1966 Alfa Romeo Spider Duetto
Here the trefoil “graduated” to a low, sleek design comprised of a chrome scudetto flanked by horizontal bumper openings in one of its most beautiful and iconic iterations.
1972 Alfa Romeo Alfetta
Named for the winning Type 158/159 racing cars that snagged the first two Formula 1 titles in 1950 and 1951, this Type 116 sedan and fastback coupe featured a front engine, rear transaxle powertrain and a tubular deDion rear axle setup that was praised for its even weight distribution and low polar moment of inertia. Here again, the scudetto takes prominence and there’s not much in the way of a true trefoil in evidence.
1987 Alfa Romeo 164
This Italo-Scandinavian collaboration saw a common vehicle architecture, dubbed Type Four, serving duty under completely unique skins as a Saab 9000, Fiat Chroma, Lancia Thema, and the Alfa Romeo 164. Wedgy design language yielded an impressive 0.30 drag coefficient, and the trefoil grille paid some homage to the early 6C 2500 with horizontal elements nearly the same size as the scudetto.
1997 Alfa Romeo 156
A much more rounded aesthetic cast the trefoil as a truly focal element of the car’s design, with the shield and horizontal grilles initiating character lines that flowed up the hood and into the main bodywork.
Virtually all engine breathing and cooling happens via the trefoil elements on the Maserati-derived Alfa Romeo 8C Competizione. The scudetto shield forms the dominant focal point of the entire face, establishing the hood shut lines.

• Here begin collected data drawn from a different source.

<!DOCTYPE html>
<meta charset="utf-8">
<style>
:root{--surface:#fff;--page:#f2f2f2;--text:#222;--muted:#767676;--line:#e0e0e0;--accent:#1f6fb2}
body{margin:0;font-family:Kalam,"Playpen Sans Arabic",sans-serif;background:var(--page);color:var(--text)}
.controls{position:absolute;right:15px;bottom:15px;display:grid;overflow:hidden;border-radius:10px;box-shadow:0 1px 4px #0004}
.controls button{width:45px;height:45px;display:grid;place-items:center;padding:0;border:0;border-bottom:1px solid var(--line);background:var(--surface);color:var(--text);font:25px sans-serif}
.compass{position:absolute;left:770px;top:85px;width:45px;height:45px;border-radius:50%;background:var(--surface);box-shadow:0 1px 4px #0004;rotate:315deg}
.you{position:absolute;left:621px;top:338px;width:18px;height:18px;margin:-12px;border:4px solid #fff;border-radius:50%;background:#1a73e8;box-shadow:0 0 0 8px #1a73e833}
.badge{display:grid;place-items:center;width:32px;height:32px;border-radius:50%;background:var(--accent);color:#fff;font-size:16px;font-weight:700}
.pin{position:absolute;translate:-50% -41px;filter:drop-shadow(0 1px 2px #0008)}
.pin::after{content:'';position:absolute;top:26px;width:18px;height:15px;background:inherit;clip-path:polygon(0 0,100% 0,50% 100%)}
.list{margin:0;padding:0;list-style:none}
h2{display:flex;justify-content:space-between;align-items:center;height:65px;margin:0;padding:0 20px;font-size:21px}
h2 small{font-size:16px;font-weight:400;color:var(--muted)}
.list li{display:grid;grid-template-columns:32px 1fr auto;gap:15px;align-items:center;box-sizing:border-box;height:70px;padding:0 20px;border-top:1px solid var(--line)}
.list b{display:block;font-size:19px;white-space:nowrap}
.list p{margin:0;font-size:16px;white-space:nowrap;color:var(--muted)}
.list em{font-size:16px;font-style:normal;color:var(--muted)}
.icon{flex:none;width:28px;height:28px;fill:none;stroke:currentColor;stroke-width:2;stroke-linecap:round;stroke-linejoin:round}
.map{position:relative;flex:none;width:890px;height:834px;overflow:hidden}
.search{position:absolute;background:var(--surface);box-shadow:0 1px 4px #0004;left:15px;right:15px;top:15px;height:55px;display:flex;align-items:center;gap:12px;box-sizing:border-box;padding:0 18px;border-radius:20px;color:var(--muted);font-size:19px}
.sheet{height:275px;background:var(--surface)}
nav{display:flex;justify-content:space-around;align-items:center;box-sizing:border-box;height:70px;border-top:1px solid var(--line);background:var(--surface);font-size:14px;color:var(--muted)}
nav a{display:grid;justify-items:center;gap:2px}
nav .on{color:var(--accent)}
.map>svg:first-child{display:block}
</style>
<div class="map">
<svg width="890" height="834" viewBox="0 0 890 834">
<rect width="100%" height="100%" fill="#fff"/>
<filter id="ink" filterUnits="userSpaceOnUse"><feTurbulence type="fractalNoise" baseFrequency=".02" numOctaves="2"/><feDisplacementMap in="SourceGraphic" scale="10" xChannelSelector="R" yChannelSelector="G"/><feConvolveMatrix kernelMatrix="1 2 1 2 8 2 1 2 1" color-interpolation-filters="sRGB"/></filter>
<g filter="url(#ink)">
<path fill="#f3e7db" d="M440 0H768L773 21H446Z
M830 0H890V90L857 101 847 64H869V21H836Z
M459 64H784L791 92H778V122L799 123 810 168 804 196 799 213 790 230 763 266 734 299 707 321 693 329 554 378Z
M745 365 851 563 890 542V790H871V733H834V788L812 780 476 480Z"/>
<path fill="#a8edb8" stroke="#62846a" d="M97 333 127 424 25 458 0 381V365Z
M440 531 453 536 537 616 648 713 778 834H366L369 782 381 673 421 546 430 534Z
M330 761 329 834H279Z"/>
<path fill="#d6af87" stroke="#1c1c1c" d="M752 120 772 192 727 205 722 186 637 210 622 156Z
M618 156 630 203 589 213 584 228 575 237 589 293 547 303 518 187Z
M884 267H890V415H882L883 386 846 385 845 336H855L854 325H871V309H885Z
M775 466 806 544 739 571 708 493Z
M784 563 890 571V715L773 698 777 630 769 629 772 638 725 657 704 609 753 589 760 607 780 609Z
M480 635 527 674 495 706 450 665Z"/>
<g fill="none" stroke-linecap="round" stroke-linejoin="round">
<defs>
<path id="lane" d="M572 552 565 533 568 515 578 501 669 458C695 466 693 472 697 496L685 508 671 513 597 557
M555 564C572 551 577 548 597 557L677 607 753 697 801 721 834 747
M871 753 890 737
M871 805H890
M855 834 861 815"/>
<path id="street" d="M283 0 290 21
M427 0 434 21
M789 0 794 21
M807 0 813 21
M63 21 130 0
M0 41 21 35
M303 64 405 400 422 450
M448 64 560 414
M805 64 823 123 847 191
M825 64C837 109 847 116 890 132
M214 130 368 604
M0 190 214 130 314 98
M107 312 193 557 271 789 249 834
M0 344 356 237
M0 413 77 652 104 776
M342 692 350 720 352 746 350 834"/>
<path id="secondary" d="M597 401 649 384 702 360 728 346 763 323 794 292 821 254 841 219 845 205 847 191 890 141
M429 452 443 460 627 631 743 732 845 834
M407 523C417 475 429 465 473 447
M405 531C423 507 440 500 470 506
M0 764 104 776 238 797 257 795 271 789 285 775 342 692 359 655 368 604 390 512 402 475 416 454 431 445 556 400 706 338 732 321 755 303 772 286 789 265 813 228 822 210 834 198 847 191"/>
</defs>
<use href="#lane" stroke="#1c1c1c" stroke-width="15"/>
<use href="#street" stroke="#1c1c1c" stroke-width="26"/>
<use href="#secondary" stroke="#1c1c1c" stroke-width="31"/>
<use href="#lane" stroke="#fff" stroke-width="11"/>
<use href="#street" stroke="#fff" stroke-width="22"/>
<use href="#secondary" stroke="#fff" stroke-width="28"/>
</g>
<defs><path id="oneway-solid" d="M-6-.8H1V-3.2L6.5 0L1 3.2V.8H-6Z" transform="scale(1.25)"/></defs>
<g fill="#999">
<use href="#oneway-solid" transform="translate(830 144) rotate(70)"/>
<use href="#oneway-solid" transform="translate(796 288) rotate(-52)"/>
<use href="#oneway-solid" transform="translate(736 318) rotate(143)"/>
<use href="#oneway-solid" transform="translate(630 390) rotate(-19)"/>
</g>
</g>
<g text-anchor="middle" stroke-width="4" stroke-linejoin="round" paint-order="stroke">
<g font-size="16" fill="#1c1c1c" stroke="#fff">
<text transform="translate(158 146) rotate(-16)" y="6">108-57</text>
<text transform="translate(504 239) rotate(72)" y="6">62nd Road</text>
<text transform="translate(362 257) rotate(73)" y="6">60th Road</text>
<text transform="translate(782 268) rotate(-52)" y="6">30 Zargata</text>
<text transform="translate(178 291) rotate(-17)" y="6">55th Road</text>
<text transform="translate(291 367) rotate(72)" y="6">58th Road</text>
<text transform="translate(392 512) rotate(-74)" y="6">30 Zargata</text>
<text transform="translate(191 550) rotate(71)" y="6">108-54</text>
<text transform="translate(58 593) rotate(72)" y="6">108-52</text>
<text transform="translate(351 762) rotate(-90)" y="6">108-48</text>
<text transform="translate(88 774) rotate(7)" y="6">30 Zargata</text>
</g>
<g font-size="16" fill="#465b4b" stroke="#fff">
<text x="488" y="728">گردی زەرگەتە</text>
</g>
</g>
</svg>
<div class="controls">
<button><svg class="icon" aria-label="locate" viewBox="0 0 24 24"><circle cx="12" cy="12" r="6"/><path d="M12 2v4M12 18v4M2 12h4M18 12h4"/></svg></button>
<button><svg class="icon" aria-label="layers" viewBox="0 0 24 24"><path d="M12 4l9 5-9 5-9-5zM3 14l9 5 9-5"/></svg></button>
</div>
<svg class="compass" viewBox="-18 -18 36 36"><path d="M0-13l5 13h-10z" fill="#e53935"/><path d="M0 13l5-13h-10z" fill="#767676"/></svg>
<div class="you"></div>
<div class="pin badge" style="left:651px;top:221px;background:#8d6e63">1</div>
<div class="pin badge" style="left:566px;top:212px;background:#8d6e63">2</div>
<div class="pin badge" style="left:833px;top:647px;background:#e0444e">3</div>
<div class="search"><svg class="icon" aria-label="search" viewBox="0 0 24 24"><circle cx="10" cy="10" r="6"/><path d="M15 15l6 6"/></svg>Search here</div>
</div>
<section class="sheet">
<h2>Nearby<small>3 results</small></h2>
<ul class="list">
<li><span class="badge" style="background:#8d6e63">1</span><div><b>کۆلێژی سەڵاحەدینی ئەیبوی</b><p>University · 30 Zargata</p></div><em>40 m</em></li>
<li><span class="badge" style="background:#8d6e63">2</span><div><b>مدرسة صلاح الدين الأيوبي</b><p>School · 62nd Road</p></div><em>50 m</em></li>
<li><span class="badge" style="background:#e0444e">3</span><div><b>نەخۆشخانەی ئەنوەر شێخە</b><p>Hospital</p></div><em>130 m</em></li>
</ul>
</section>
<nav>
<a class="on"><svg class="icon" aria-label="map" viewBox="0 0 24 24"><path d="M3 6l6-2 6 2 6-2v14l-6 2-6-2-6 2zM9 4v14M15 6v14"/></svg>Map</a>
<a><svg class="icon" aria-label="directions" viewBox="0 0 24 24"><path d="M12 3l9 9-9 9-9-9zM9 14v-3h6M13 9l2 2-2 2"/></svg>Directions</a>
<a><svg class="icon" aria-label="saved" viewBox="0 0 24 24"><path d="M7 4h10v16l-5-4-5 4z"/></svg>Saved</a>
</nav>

Today the central shield still dominates and identifies the modern Alfa Romeo, with a bold diamond-mesh grille pattern in all three openings, which still handle all the cooling and breathing needs. In an era when mainstream car buyers struggle to distinguish many mainstream brands, Alfa Romeo’s trefoil face and certainly its sporting Quadrifoglio models certainly help its expressive vehicles stand out from the crowd. Hopefully this will keep Alfa Romeo “in clover” for years to come.